/ADAPT

code for the paper "ADAPT: Vision-Language Navigation with Modality-Aligned Action Prompts" (CVPR 2022)

Primary LanguagePythonOtherNOASSERTION

ADAPT

PyTorch implementation of the paper "ADAPT: Vision-Language Navigation with Modality-Aligned Action Prompts" (CVPR 2022).

Prerequisites

Installation

The environment installation of ADAPT follows that in Recurrent-VLN-BERT.
1.Install the Matterport3D Simulator.
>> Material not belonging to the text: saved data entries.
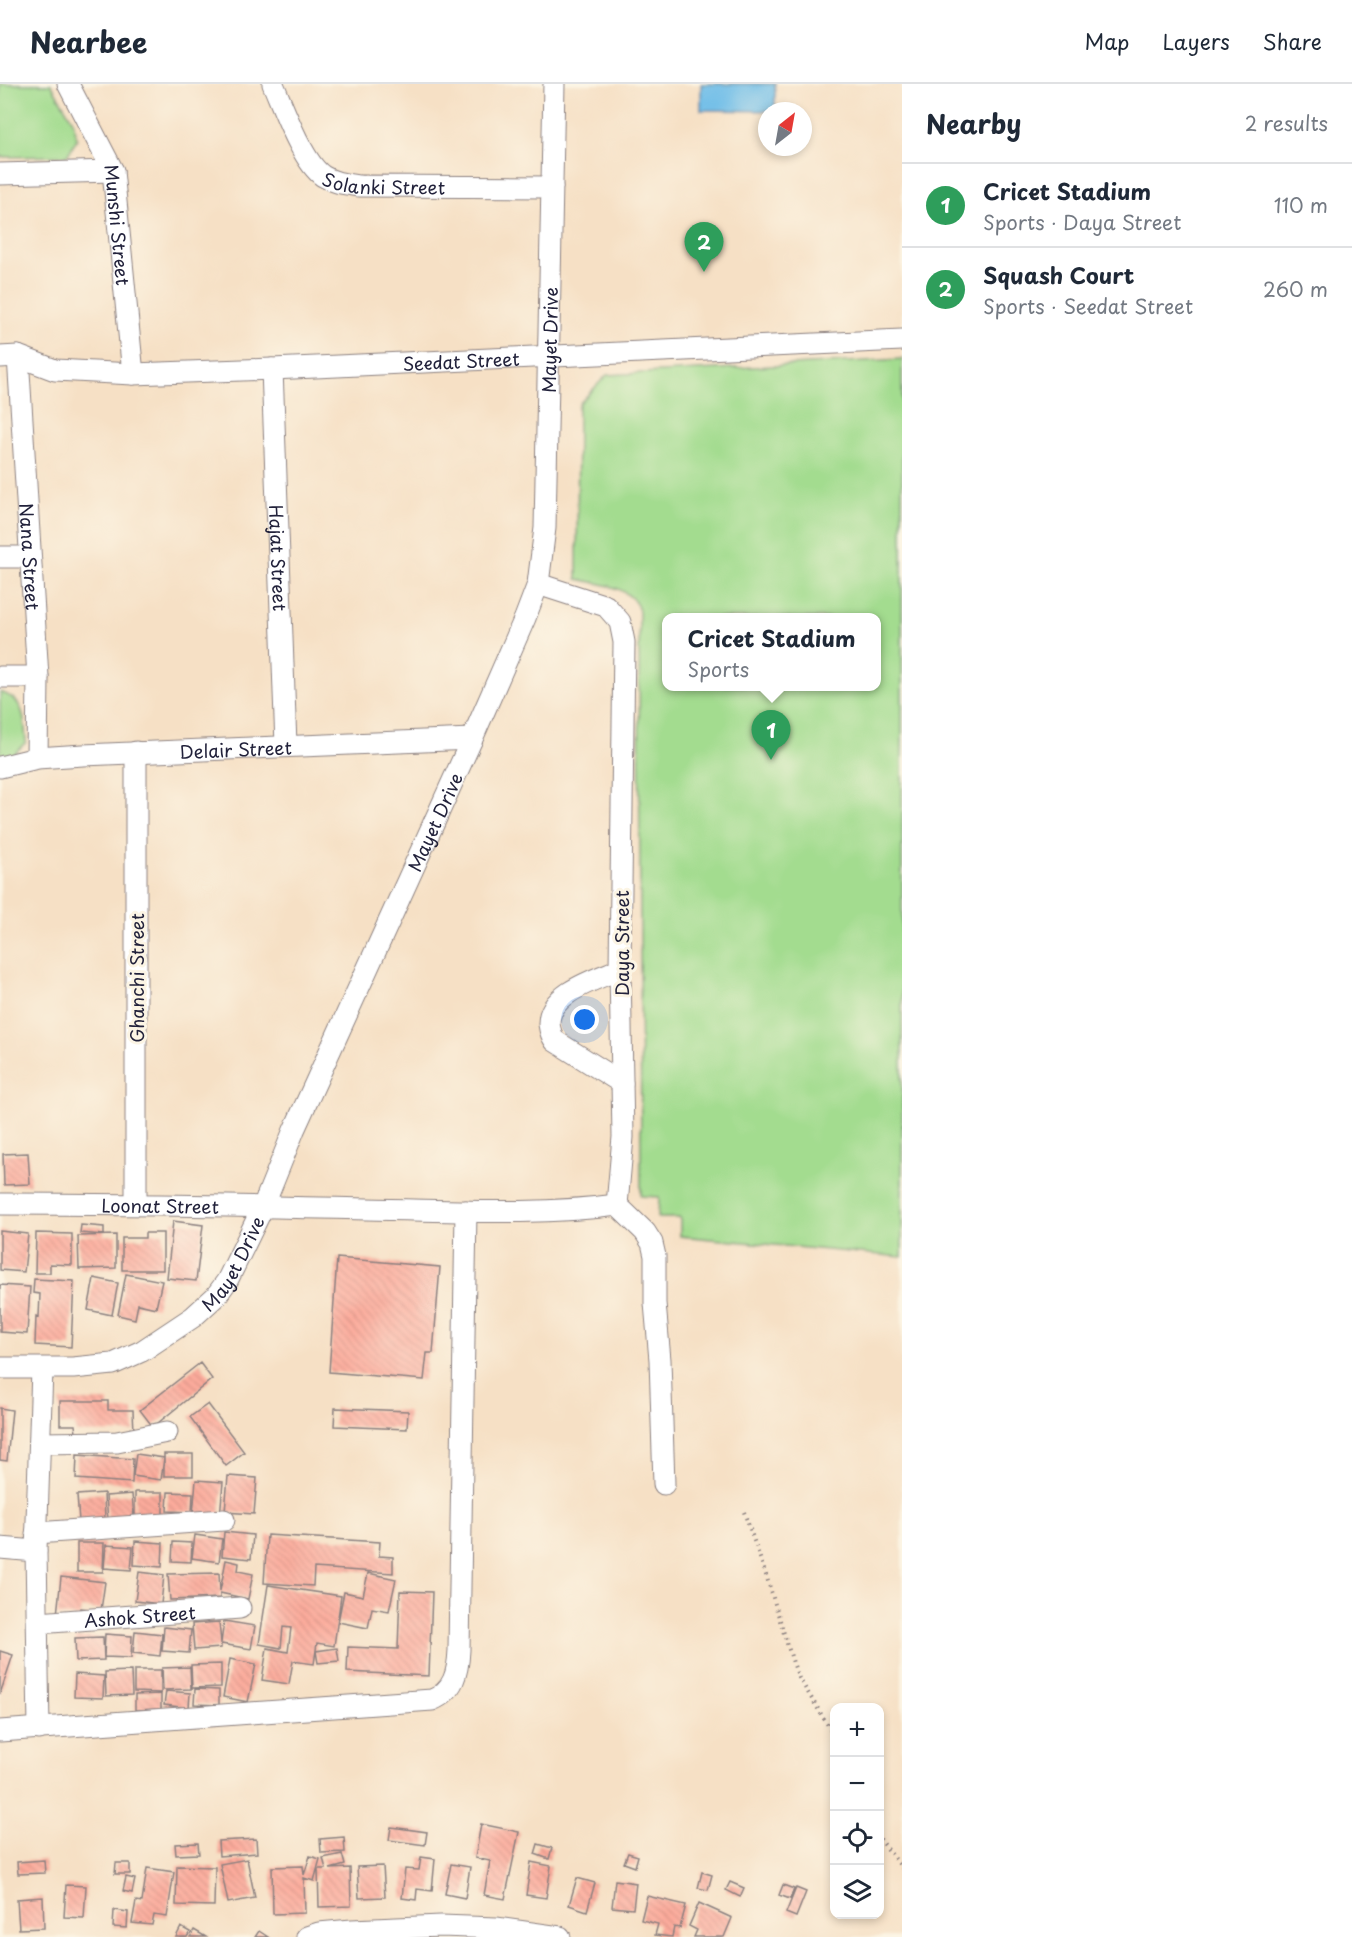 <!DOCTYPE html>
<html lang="en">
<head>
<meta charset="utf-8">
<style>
  body { margin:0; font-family:"Playpen Sans",sans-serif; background:#f6f6f7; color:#1f2937 }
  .controls { position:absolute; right:18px; bottom:18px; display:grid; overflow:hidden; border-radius:12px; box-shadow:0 3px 9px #0003 }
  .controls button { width:54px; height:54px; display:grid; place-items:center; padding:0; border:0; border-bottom:2px solid #e0e1e3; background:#fff; color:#1f2937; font:30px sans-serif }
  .compass { position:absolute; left:758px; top:18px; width:54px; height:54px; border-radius:50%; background:#fff; box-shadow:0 3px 9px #0003; rotate:31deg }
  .you { position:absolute; left:585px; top:936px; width:21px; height:21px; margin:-15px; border:4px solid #fff; border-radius:50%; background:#1a73e8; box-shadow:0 0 0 9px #1a73e833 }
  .badge { display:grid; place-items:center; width:39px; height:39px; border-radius:50%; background:#b5179e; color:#fff; font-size:20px; font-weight:700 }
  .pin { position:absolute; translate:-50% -50px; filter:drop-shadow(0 2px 3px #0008) }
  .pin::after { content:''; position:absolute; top:32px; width:21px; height:18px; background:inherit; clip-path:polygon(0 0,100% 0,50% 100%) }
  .popup { position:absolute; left:662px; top:529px; width:219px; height:78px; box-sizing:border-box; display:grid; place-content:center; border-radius:12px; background:#fff; filter:drop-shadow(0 2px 4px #0005); font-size:20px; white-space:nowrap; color:#747a83 }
  .popup b { font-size:22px; color:#1f2937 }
  .popup::after { content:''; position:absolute; left:50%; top:100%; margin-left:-12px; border:12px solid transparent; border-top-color:#fff }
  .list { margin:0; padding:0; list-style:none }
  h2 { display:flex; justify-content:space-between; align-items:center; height:78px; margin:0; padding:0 24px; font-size:26px }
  h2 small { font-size:20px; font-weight:400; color:#747a83 }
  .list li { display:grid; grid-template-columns:39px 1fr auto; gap:18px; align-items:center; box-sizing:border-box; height:84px; padding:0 24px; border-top:2px solid #e0e1e3 }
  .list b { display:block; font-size:22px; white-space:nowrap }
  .list p { margin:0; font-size:20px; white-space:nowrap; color:#747a83 }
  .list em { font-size:20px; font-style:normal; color:#747a83 }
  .icon { flex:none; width:33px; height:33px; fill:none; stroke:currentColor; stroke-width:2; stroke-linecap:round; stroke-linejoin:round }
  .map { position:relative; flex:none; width:902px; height:1853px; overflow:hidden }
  header { display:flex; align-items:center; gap:36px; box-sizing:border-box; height:84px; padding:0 30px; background:#fff; border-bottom:2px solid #e0e1e3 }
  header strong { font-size:28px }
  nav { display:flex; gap:33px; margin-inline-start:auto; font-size:21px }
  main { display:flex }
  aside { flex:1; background:#fff }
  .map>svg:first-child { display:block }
  .park { fill:#a3dc8f; stroke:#627f65; stroke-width:1.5; fill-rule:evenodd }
  .water { fill:#6ebde8; stroke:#487092; stroke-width:1.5 }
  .building { fill:url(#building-back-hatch) }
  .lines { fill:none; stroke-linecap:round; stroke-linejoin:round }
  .street-casing { stroke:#8c8180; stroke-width:23 }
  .path { stroke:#8c8180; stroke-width:4; stroke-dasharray:1.5 4.5; stroke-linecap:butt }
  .street { stroke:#fff; stroke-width:21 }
  .labels { text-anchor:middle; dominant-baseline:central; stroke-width:6; stroke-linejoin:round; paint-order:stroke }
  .street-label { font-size:18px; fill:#22223b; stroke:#fcf5e5 }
</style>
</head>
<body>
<header>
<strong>Nearbee</strong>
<nav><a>Map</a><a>Layers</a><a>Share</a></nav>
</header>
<main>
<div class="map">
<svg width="902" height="1853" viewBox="0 0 902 1853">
  <defs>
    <pattern id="building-back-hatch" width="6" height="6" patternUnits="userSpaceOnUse" patternTransform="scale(1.5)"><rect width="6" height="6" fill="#fcab9b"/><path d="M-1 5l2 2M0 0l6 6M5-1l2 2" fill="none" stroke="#d89386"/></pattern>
  </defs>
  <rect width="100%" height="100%" fill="#fcf5e5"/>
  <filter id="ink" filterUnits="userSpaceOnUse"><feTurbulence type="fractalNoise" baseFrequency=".0167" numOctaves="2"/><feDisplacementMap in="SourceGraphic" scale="12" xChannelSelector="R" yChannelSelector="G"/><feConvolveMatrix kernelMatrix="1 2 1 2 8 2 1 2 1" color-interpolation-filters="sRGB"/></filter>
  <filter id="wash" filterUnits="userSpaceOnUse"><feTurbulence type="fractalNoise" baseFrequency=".008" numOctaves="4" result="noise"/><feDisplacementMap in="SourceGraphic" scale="24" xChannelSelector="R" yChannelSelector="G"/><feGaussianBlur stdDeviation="1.35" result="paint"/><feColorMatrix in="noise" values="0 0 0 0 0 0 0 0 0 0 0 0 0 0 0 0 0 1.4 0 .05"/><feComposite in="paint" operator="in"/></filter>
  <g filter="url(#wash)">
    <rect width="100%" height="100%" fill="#f6e0c5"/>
    <path class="park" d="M0 0H51L73 37 77 55 67 72 0 73Z
      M902 275V1173L680 1152V1134H658L659 1113 641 1112 639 527C632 501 598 500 577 495L578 324 580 319 607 291ZM666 534H876V602H666Z
      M0 608C26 616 24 635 26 658L13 671 0 674Z"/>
    <path class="water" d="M701 0H775V27L701 26Z"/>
    <g id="blocks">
      <path class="building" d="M28 1069 30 1100 4 1101 3 1070Z
        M173 1137 203 1141 196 1197 167 1194Z
        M81 1141 104 1143V1151L80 1149Z
        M0 1147 28 1150 24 1188 0 1186Z
        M36 1149 72 1150V1181L50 1180V1189H35Z
        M145 1149H163V1186H122V1154H145Z
        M116 1151V1184L79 1185 78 1152Z
        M337 1174 440 1183 433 1269H427L424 1296 329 1288Z
        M126 1190 162 1197 156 1224 138 1220 135 1235 118 1231Z
        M94 1194 118 1199 112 1231 88 1226Z
        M34 1195 74 1197 71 1263 35 1261 36 1232 39 1233 40 1210 33 1209Z
        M0 1201 30 1203 27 1250 0 1248Z
        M200 1279 212 1295 153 1343 140 1326Z
        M60 1317H108V1326H133L134 1348 76 1349 75 1341H60Z
        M208 1320 244 1368 226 1382 190 1333Z
        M0 1324 12 1326 7 1377 0 1376Z
        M335 1324 408 1327 407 1345 334 1342Z
        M136 1370 164 1374 161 1396 133 1392Z
        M164 1370H193V1392H164Z
        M77 1371 133 1375 132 1399 76 1395Z
        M228 1392 257 1394 254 1430 225 1428Z
        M196 1396 223 1398 220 1433 193 1431Z
        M135 1408H163V1432H135Z
        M168 1408 193 1409 192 1428 167 1427Z
        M104 1409 105 1436 79 1437 77 1411Z
        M132 1410 134 1434 108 1436 106 1412Z
        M224 1448 253 1451 251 1475 222 1472Z
        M195 1451 222 1455 219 1478 192 1474Z
        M267 1451 380 1458 379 1472 393 1473V1489L314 1484 313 1502 264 1499Z
        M135 1457 163 1459 162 1483 134 1481Z
        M173 1458 192 1459 191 1478 172 1477Z
        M77 1459H104L103 1488H77Z
        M106 1461 133 1463 131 1486 104 1484Z
        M226 1476 239 1479 238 1487 253 1490 248 1515 220 1509V1514L170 1516 168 1490 219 1489 220 1507Z
        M139 1488 164 1491 161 1520 135 1517Z
        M368 1489 396 1495 389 1527 372 1524 368 1544 338 1538 344 1508 363 1512Z
        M61 1493 105 1498 101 1526 81 1524 80 1533 57 1531Z
        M268 1501 341 1512 334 1562 317 1559 314 1580 293 1577 289 1600 262 1596 267 1564 288 1568 291 1544 283 1543 281 1564 259 1560Z
        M400 1507 432 1508 429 1592 347 1588 348 1563 398 1565Z
        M224 1537 255 1542 251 1565 221 1560V1564L194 1566 192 1540 219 1538 221 1559Z
        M164 1543 191 1546 189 1569 162 1567Z
        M135 1547 162 1550 160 1572 133 1569Z
        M105 1550 132 1552 131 1574 104 1573Z
        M103 1553 104 1576 76 1577 75 1554Z
        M337 1564 339 1577 318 1579 316 1567Z
        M0 1567 13 1571 0 1610Z
        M230 1575 256 1580 248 1618 223 1613Z
        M221 1580V1603L192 1604 191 1581Z
        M190 1583 191 1605 163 1606 162 1584Z
        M134 1586H161V1609L134 1608Z
        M131 1587 132 1611 106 1612 105 1588Z
        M75 1590 104 1592 103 1614 74 1613Z
        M195 1605 219 1606V1621L194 1620Z
        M166 1607 190 1609 189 1624 164 1621Z
        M161 1610V1625L135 1626V1611Z
        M481 1740 519 1748 505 1815 484 1811 490 1777 475 1774Z
        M391 1743 427 1748 425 1761 389 1756Z
        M344 1753 345 1768 321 1769 320 1755Z
        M256 1755 257 1769 219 1772 218 1757Z
        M198 1759 199 1770 176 1771 175 1760Z
        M538 1760 552 1764 549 1775 535 1770Z
        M628 1769 638 1772 635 1783 624 1779Z
        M342 1770 345 1781 330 1785 350 1784 351 1822 319 1823 318 1785H326L323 1774Z
        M310 1772 320 1775 314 1797 304 1794 305 1829 273 1830 272 1783 303 1782 304 1791Z
        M421 1773 435 1775 432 1807 417 1805 416 1816 402 1814 405 1785 419 1786Z
        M247 1775 255 1814 228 1819 220 1780Z
        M44 1776 45 1789 18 1790 17 1778Z
        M531 1778 551 1782 546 1814 526 1811Z
        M116 1779H130V1790H115Z
        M451 1780 470 1783 465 1814 445 1810Z
        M177 1782 215 1783 214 1822 176 1821Z
        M383 1782 385 1813 359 1814 357 1783Z
        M147 1784 174 1788 167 1833 154 1831 152 1841 132 1839 136 1817 142 1818Z
        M702 1788 712 1791 708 1806 698 1804Z
        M126 1793 135 1795 132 1809 123 1807Z
        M577 1794 595 1799 587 1827 569 1821Z
        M615 1796 636 1799 633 1825 612 1823Z
        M730 1798 744 1804 740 1813 726 1806Z
        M66 1801 86 1802 84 1834 64 1833Z
        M783 1801 794 1805 790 1815 779 1811Z
        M796 1804 806 1808 796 1833 786 1829Z
        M647 1812 686 1821 680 1844 674 1843 672 1853 655 1851 658 1840 641 1836Z
        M43 1813 44 1844 19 1845 17 1815Z
        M699 1819 732 1834 724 1853H694L697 1846 689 1842Z
        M114 1826 128 1828 127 1844 113 1843Z
        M181 1843 190 1848 187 1853H176Z
        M194 1846 206 1853H190Z
        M259 1847 268 1853H255Z"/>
    </g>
  </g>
  <g filter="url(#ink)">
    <use href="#blocks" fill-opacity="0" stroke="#8c8180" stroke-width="1.5"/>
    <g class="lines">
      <g class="street-casing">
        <g id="street">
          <path id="s1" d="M68 0 113 87 133 290"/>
          <path id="s2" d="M273 0C283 23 303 79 323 92 334 99 346 100 359 102L552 103"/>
          <path d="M0 90 113 87"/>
          <path id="s3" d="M18 272 38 593 37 674"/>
          <path id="s4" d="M0 273 18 272 55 286 133 290 272 285 902 256"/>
          <path id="s5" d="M272 285 286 661"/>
          <path d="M0 473H29"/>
          <path d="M538 500 606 522 620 538 624 558 620 885 623 1053 617 1121"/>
          <path d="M0 593H38"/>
          <path d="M136 668V1120"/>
          <path id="s6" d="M0 683 37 674 83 671 472 655"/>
          <path d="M620 885C597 895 548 909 549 940 550 947 551 951 555 957L622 999"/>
          <path id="s7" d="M0 1120C123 1120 245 1122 367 1125 449 1126 536 1132 617 1121"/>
          <path d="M617 1121 645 1148 652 1159 655 1172V1219L660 1276 664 1400"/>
          <path id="s8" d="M0 1284H73L113 1280 142 1267 193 1233 216 1212 227 1197 263 1123 294 1046 472 655 525 534 538 500 545 444 554 0"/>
          <path d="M40 1359 117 1358 167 1348"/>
          <path d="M36 1449 224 1436"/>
          <path d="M0 1464 36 1467"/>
          <path id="s9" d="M38 1539 240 1524"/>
          <path d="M39 1645 36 1467 42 1285"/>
          <path d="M0 1647 432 1616C454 1607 458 1588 459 1566L466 1127"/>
          <path d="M307 1853 319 1849 352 1846 441 1842 496 1844 560 1853"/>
        </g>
      </g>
      <path class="path" d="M744 1428 767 1494 793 1579 799 1594 834 1651
        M880 1755 902 1784"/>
      <use href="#street" class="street"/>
    </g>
  </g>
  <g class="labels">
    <g class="street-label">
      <text stroke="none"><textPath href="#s2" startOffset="168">Solanki Street</textPath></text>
      <text stroke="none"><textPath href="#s1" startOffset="152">Munshi Street</textPath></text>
      <text stroke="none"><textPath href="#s8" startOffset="1264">Mayet Drive</textPath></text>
      <text stroke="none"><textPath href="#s4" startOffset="464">Seedat Street</textPath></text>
      <text stroke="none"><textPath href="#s3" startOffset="201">Nana Street</textPath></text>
      <text stroke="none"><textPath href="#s5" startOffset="189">Hajat Street</textPath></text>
      <text stroke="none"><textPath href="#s6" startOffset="237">Delair Street</textPath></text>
      <text stroke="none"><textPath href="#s8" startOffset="760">Mayet Drive</textPath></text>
      <text transform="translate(621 859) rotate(-90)">Daya Street</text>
      <text transform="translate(136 894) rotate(-90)">Ghanchi Street</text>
      <text stroke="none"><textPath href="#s7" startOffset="160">Loonat Street</textPath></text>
      <text stroke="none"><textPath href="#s8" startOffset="274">Mayet Drive</textPath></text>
      <text stroke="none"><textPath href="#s9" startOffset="102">Ashok Street</textPath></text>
    </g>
  </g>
</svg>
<div class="controls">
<button>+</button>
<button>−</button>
<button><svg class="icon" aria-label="locate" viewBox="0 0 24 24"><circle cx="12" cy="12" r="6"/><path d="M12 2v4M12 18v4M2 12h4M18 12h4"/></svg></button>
<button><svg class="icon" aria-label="layers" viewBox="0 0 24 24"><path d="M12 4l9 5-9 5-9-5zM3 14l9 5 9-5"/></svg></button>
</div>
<svg class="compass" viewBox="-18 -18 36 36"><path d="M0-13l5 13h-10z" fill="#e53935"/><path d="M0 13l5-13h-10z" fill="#747a83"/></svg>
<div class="you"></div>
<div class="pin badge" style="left:771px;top:676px;background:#2e9e5b">1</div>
<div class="popup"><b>Cricet Stadium</b>Sports</div>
<div class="pin badge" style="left:704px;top:188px;background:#2e9e5b">2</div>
</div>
<aside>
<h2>Nearby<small>2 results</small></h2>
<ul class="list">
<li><span class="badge" style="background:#2e9e5b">1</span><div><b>Cricet Stadium</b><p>Sports · Daya Street</p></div><em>110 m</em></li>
<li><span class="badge" style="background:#2e9e5b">2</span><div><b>Squash Court</b><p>Sports · Seedat Street</p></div><em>260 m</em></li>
</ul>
</aside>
</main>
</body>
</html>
Notice that this code uses the old version (v0.1) of the simulator.
2. the versions of packages in the environment can be found here.
3. Install the Pytorch-Transformers of this version.

Data Preparation

Please follow the instructions below to prepare the data in directories:

R2R Navigation

Two-phase Training

At the first stage, run the following scripts until the performance is converged in Val Unseen:

PREFIX=baseline python r2r_src/train.py --vlnbert prevalent --aug data/prevalent/prevalent_aug.json --batchSize 16 --lr 1e-5 

At the second stage, run the following scripts using the Best Val Unseen model at the first stage:

PREFIX=ADAPT python r2r_src/train.py --vlnbert prevalent --aug data/prevalent/prevalent_aug.json --batchSize 16 --lr 1e-6   --ADAPT --load snap/baseline/state_dict/best_val_unseen --finetune

Acknowledgements

The implementation relies on resources from Recurrent-VLN-BERT. We thank the original authors for their open-sourcing.